[DATA SUPPLIED Boundary: Start]

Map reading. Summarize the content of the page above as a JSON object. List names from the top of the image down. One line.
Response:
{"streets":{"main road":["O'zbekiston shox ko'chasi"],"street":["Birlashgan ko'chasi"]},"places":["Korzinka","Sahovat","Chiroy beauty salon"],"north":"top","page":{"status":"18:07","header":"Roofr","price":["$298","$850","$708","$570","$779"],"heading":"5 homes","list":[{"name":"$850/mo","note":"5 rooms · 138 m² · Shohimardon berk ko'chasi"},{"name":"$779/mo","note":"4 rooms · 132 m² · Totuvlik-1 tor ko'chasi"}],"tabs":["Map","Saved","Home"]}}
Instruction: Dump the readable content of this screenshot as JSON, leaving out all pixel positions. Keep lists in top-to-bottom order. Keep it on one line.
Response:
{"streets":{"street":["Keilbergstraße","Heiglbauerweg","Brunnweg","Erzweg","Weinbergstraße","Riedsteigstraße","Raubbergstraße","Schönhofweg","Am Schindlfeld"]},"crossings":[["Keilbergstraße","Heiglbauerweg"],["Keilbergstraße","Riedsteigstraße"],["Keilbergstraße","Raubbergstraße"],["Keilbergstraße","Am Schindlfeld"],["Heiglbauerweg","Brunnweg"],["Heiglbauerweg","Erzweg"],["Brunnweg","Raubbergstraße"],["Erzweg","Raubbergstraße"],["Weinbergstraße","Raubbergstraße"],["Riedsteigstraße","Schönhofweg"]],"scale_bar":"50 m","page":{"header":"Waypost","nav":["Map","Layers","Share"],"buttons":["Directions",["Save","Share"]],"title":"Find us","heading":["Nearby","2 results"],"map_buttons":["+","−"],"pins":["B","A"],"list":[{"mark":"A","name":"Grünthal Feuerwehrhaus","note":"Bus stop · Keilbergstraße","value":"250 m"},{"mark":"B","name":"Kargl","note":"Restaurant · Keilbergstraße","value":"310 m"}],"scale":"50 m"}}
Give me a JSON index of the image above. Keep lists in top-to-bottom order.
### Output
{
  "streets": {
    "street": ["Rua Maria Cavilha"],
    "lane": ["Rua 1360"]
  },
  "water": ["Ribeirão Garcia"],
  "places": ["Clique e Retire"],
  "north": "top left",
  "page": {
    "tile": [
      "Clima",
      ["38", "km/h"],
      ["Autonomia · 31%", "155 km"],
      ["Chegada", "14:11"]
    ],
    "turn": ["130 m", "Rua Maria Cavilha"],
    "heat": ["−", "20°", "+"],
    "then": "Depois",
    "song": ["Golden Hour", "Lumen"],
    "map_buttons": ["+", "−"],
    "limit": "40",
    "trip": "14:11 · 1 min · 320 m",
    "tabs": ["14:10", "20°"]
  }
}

[DATA SUPPLIED Boundary: End]

> BRIEF
When the word "bottom" occurs in a line above, list that line.

> EXPECTED ANSWER
Instruction: Dump the readable content of this screenshot as JSON, leaving out all pixel positions. Keep lists in top-to-bottom order. Keep it on one line.
Give me a JSON index of the image above. Keep lists in top-to-bottom order.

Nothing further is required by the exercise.